As far as voice, I’m exhausted right now by the first-person present-tense of this novel, having lived in it for so long. My current book that I’m working on, I initially drafted in first person past-tense. Then switched to third person, to get as far away from first-present as possible! Now, I’m writing it in first person-past tense, and I think I’m settled into that voice for this book. Fingers crossed. My revision process in the early stages is drastic—page one rewrites for the early rounds.

[Uma] Finally, what kind of work did you do—on or off the page—to layer in the mystery elements of the novel?
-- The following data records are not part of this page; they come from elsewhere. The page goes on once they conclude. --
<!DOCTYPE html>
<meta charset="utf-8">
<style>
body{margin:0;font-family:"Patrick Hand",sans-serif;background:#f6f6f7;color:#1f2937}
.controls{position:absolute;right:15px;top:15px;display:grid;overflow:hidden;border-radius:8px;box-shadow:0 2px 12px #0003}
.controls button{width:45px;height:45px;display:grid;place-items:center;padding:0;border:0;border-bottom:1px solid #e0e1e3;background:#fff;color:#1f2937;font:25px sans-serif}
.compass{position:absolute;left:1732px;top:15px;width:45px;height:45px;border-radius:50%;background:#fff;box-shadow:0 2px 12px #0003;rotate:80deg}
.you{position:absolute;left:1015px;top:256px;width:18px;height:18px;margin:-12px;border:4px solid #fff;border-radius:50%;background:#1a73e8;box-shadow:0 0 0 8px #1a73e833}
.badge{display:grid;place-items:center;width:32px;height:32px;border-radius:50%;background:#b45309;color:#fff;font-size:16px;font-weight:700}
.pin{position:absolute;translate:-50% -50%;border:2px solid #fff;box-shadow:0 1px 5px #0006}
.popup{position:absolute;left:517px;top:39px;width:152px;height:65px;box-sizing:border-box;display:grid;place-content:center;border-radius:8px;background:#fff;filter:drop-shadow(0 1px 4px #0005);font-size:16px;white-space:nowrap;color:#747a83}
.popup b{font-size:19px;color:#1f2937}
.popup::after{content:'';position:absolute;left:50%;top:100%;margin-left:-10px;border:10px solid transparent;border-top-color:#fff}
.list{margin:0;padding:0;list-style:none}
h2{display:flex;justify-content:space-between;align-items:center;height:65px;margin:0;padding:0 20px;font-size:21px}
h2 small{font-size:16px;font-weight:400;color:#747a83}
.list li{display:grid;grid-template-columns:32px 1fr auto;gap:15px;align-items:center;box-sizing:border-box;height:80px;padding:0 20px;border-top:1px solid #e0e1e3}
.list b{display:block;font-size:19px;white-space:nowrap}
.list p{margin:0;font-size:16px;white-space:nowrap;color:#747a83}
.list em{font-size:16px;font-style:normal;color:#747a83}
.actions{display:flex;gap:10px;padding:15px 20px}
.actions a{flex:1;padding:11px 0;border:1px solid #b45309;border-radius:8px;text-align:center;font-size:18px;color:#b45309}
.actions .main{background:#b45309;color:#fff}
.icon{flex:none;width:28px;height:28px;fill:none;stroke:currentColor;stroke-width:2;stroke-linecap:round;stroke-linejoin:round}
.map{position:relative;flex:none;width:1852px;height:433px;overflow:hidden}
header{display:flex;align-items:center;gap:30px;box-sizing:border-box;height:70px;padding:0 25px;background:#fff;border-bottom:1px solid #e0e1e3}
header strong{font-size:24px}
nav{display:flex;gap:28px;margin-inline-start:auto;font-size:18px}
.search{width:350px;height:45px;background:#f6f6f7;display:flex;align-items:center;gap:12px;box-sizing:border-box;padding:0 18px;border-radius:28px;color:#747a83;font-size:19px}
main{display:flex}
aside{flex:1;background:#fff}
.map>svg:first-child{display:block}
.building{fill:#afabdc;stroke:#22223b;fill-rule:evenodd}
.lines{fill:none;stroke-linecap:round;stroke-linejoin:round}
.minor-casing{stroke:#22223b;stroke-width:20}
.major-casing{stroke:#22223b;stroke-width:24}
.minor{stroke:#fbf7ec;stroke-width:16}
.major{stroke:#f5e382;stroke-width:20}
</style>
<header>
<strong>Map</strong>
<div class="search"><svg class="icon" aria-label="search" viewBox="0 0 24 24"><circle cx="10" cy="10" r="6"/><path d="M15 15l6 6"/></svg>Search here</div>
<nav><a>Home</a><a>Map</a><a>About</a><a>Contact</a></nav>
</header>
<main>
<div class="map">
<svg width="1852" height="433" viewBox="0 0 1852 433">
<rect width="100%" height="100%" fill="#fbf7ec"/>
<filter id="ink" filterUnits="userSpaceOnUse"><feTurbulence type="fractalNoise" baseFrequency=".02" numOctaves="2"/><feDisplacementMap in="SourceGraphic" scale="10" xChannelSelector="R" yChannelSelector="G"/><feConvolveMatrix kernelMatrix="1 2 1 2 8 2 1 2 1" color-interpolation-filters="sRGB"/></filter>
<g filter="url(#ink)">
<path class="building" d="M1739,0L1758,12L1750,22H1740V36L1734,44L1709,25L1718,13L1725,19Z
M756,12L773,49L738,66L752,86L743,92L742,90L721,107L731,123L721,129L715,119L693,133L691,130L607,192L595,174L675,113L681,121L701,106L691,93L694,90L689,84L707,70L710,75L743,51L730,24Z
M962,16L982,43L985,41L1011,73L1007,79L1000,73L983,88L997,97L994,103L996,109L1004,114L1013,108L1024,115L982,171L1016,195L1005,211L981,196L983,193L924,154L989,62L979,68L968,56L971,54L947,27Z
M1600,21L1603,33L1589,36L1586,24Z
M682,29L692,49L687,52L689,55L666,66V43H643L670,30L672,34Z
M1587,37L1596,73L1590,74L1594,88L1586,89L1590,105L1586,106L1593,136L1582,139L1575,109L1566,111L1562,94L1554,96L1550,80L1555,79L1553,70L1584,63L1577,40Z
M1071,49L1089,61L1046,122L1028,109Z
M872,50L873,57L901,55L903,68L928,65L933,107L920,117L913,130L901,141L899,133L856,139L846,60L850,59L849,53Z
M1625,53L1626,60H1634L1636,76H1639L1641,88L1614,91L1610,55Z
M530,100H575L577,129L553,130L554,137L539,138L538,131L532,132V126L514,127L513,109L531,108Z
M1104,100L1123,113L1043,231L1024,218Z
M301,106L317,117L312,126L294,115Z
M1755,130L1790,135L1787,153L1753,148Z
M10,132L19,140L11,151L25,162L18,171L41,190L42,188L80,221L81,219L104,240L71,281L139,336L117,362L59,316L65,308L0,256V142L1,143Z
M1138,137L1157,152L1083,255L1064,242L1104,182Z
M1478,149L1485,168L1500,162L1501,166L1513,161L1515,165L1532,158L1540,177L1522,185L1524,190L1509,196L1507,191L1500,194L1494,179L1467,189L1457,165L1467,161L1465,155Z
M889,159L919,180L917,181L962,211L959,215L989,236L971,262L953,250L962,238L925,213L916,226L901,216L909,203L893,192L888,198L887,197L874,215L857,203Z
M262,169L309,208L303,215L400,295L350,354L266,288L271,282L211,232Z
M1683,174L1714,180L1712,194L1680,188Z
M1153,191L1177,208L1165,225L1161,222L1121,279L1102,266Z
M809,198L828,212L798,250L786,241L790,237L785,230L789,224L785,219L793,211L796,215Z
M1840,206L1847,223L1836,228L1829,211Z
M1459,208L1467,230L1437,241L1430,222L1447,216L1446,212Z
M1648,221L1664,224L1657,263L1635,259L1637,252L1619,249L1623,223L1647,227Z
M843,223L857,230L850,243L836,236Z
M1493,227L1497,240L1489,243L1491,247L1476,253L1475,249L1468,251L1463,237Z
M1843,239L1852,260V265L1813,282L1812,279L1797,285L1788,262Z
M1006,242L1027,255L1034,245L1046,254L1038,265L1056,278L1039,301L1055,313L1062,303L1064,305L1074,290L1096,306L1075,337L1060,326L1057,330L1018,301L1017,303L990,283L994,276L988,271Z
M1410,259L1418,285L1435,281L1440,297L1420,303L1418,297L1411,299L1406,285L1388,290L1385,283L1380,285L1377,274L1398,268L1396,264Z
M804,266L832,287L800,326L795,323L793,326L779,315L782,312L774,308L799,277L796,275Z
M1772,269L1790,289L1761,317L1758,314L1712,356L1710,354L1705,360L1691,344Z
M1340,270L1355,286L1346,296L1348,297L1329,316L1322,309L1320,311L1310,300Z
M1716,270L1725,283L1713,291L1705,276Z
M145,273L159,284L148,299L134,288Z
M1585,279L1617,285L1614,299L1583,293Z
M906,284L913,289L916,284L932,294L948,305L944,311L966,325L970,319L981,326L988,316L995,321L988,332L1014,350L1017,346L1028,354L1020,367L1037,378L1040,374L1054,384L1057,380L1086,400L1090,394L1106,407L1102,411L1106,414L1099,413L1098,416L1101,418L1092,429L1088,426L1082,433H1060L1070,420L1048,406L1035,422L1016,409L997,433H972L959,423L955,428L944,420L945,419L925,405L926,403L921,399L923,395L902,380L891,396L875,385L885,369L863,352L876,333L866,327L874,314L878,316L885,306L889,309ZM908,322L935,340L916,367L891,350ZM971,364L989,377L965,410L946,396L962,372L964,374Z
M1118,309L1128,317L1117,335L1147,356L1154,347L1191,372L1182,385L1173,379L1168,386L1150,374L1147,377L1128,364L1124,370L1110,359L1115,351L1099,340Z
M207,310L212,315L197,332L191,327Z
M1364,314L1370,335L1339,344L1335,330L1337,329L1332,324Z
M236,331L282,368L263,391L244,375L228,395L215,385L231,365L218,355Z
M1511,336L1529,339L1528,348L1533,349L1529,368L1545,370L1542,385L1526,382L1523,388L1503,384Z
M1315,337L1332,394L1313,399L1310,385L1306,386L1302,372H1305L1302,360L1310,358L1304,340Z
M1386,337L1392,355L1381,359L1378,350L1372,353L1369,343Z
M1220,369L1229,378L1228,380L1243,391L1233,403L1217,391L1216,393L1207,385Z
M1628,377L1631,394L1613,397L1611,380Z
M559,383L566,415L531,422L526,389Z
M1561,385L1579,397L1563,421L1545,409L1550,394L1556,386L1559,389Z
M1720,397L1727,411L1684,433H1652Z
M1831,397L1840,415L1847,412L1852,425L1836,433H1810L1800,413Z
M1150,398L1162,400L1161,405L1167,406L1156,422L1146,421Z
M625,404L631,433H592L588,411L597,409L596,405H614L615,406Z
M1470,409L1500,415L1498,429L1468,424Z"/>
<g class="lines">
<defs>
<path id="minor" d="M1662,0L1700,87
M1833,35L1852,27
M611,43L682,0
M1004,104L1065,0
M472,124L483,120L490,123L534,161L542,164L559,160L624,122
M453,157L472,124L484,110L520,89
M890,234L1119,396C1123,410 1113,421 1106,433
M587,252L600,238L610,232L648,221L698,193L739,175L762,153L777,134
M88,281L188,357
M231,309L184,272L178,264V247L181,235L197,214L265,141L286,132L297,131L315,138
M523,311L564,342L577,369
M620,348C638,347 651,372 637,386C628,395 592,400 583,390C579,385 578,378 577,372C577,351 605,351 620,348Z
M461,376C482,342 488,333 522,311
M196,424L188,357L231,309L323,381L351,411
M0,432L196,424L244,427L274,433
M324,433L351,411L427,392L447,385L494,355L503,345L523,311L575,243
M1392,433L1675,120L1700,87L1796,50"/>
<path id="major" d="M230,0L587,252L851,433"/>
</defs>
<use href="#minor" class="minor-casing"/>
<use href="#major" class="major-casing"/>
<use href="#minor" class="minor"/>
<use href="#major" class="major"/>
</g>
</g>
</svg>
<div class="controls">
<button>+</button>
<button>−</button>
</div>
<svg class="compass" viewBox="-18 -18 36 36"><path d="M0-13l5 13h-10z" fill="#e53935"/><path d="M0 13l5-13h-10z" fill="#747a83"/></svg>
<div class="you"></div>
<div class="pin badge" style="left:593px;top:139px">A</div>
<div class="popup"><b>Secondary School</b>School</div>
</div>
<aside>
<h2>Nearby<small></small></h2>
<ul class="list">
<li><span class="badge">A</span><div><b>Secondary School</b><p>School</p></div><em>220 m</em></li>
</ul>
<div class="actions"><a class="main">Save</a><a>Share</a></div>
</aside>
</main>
[Caroline] You know my writing history almost as well as anyone, Uma, as one of my first classes in writing for children was taught by you—at least fifteen years ago, now. Back then, and even when I started writing this story, my intention was to write a surface-level, fun mystery.

[Uma] I remember that. But drafts are like that. Drafty. They teach you how to write the next round and the next and that is all you need.
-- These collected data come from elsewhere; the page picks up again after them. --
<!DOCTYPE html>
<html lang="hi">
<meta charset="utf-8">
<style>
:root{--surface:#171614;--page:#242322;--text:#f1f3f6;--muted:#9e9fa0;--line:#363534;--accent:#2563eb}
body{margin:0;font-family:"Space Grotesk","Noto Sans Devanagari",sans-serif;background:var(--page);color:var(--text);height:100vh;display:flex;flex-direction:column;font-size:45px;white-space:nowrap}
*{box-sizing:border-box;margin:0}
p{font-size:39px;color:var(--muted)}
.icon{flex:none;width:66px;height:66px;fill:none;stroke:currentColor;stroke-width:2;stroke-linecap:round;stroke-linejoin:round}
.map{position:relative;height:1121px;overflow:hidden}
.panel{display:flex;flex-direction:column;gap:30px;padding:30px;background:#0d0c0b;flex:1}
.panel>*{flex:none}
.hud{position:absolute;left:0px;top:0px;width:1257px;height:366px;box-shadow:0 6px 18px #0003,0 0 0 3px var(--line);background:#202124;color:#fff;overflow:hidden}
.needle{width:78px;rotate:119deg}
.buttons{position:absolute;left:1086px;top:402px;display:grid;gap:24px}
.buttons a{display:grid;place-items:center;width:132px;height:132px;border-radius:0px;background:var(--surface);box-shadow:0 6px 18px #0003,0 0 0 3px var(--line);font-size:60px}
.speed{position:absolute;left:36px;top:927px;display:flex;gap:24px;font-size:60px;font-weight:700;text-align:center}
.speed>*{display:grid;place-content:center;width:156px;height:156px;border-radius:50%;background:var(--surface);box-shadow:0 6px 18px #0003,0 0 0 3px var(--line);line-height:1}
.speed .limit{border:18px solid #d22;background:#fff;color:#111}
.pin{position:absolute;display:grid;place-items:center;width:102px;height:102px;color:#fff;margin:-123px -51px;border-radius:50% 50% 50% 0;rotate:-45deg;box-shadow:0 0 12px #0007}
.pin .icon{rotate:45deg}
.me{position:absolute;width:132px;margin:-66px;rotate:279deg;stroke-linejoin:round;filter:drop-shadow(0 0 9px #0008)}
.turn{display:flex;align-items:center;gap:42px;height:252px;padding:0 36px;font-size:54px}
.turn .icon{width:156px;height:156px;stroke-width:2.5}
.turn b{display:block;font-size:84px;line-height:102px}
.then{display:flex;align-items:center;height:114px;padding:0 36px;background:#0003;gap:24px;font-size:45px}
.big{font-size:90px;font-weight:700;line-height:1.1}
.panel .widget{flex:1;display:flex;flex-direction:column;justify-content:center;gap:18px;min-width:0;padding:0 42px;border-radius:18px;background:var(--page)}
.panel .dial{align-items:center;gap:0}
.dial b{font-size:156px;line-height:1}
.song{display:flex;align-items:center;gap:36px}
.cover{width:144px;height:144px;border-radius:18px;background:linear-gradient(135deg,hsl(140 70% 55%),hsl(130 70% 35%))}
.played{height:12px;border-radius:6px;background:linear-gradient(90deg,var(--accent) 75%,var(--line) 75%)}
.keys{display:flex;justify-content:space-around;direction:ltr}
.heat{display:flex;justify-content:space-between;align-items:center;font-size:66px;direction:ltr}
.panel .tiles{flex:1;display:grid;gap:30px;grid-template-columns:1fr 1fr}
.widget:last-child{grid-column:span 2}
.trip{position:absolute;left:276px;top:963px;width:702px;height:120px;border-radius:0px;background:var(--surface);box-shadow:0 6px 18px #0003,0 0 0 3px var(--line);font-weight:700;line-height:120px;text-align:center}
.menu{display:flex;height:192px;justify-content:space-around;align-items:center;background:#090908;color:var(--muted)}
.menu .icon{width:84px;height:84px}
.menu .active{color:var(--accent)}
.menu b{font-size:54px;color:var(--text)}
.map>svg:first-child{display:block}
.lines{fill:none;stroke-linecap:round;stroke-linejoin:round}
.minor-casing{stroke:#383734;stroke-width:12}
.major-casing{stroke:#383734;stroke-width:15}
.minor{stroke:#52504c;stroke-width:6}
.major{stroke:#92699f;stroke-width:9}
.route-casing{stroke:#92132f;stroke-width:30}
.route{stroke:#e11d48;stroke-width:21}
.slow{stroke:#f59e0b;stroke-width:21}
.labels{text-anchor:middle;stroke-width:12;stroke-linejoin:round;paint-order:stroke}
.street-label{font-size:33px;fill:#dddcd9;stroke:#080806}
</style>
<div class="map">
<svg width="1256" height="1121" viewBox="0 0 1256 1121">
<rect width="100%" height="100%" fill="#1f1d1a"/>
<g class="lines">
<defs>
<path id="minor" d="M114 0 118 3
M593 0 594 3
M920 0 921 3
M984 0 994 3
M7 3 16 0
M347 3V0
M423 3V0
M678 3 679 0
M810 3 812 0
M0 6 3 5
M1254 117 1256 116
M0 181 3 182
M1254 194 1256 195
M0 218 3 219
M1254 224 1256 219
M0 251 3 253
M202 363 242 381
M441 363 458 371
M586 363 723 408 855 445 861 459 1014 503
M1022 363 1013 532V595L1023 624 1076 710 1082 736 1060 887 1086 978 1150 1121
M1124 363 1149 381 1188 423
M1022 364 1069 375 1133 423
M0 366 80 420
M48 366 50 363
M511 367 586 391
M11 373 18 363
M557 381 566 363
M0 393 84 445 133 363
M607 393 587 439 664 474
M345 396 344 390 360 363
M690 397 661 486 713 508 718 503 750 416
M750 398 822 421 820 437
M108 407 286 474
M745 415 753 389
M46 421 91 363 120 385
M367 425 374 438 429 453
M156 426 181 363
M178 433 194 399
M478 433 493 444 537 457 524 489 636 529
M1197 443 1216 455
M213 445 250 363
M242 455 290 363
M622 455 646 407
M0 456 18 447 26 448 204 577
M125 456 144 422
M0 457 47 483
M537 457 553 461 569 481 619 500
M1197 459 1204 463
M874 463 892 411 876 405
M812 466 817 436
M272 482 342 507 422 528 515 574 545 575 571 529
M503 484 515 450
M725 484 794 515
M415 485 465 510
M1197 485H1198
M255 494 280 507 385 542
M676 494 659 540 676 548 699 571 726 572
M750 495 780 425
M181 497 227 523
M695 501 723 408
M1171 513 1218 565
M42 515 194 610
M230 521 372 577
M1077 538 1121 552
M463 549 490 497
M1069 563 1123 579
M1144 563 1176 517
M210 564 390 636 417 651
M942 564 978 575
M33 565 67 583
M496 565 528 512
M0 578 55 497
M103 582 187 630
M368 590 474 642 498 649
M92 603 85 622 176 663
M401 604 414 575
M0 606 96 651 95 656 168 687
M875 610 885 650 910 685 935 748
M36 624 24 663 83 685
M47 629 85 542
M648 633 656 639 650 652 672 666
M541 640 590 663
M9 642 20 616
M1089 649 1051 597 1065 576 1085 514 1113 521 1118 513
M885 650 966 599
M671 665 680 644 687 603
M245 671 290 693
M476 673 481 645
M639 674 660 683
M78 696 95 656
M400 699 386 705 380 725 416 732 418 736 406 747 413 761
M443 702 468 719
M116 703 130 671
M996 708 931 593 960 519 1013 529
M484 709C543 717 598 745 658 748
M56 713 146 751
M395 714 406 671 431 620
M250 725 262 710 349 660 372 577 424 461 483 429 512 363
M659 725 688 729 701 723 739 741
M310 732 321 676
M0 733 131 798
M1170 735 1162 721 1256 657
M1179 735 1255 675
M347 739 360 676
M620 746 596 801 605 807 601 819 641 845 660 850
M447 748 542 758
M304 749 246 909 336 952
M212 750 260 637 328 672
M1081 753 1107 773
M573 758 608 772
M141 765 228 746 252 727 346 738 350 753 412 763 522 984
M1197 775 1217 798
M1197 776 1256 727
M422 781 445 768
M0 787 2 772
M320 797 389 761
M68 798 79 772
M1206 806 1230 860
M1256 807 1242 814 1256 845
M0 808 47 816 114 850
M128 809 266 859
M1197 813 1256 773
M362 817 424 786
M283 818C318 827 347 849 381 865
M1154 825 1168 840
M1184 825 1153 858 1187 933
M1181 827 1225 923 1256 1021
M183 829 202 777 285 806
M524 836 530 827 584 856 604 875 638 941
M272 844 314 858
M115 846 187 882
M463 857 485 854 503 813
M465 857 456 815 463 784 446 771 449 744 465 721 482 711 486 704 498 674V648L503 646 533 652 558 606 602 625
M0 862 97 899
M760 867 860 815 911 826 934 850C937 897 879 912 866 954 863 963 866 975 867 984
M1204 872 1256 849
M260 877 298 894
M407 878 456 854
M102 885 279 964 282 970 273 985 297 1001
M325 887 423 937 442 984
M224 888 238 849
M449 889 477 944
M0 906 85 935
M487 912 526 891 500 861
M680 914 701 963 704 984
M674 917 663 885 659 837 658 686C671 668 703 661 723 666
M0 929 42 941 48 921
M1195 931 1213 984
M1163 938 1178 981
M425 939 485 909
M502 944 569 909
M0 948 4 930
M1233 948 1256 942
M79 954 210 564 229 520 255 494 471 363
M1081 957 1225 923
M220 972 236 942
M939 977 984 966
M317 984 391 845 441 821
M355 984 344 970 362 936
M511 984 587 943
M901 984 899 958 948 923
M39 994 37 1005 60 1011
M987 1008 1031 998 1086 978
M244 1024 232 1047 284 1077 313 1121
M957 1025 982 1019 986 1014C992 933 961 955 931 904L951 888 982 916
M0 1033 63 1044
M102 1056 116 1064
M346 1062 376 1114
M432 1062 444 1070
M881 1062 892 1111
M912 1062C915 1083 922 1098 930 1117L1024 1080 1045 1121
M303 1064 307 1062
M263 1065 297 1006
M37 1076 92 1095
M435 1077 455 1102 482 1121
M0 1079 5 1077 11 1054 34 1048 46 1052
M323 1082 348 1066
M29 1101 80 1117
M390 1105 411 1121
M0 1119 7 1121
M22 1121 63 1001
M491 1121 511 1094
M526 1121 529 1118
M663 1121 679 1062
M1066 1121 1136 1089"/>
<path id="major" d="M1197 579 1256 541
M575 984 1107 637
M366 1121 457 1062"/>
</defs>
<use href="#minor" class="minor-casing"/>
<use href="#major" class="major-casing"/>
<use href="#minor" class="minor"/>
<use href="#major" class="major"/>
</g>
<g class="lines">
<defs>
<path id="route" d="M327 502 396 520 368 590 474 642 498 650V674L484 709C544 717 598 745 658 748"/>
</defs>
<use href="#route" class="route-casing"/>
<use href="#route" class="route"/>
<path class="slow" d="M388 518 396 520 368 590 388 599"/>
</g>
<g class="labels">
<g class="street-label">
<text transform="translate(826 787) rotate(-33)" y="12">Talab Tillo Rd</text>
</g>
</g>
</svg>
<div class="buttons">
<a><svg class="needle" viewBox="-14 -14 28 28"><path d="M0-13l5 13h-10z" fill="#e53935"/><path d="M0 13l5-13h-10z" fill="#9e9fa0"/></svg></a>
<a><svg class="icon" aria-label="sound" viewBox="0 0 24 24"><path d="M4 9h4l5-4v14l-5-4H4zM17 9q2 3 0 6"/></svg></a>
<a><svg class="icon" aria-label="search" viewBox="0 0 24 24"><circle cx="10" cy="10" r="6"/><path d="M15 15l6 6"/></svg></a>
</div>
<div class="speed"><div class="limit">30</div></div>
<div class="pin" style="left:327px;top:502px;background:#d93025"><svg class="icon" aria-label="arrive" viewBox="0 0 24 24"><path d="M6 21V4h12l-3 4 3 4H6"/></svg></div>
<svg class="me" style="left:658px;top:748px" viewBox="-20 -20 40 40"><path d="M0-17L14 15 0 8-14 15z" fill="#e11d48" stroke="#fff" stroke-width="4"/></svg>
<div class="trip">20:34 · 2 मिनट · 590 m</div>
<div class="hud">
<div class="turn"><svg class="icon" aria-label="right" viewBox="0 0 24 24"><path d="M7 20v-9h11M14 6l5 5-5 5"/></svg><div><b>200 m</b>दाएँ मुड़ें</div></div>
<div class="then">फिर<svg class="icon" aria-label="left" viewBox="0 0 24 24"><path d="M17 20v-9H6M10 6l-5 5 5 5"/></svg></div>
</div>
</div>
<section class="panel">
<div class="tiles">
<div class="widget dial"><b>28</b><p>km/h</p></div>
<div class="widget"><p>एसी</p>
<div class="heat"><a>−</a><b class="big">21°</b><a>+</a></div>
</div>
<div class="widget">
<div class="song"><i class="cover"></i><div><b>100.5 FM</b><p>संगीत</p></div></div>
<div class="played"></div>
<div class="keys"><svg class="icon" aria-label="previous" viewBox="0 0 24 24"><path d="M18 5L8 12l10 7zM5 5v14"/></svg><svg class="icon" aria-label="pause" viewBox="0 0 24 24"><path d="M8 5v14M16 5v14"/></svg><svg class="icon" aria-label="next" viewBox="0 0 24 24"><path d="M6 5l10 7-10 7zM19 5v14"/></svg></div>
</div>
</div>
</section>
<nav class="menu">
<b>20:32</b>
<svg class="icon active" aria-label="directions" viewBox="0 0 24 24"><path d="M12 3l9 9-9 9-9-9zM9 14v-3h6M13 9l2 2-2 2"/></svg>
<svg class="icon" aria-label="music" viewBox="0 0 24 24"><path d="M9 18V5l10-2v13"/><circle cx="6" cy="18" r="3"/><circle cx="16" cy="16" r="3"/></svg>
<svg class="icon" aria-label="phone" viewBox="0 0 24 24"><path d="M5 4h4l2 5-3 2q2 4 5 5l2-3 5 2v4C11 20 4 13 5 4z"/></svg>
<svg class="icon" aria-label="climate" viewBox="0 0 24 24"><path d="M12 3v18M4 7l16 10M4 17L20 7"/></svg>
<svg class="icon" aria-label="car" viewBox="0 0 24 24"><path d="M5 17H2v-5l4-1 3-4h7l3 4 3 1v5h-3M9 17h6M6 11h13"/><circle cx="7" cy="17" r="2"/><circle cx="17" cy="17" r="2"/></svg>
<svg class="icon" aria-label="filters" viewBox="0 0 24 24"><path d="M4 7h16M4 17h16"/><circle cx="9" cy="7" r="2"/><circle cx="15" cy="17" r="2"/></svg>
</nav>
Photo courtesy of the author

[Caroline] I didn’t want—or know how—to dig deeper emotionally. But as I matured into my self and my writing, I came to accept that my stories would never resonate or have narrative drive if I didn’t access more emotion. Plus, I’m not quite the plotter/mystery-conjurer that I wish I could be! I’ve also come to realize that in a sense, all novels are “mysteries,” in that they’re driven by a question, or set of questions, that need to be answered on some level by the end. And the best novels keep readers turning the pages because they need to know what happens.

So, the mystery in this novel ended up emerging more organically, by getting to know my characters and what they wanted, what was driving them. At some point very late in the revision process—I think just before my agent sent the manuscript on submission to editors—I did sketch out the mystery in a few lines on a separate piece of paper, just to make sure it worked.

[Uma] Every book teaches the writer how to write that book. What did this book teach you?

[Caroline] I learned so much about revision through the process of writing Many Points of Me. I had a beloved James Bond-type scene in the novel which I held on to for years, until that very last revision before going on sub to editors. In a previous version, Georgia submits Dad’s sketch to the competition on purpose, because she’s desperate to win, and doesn’t have anything else that works for her entry. And then, she tries to get it back by breaking into the office at the Met where the entries are being held. I had so much fun writing that scene of her escaping through the internal corridors of the Met, evading the guards, but by the final drafts, that scene didn’t make sense anymore for what the book had become. It was a prime lesson in “killing your babies.” But by the time I realized it had to go (several people had gingerly suggested it over the years), I was ready, and knew what had to happen, instead.

I’m so happy to have run alongside on the very first part of this book’s journey. Congratulations, Caroline Gertler.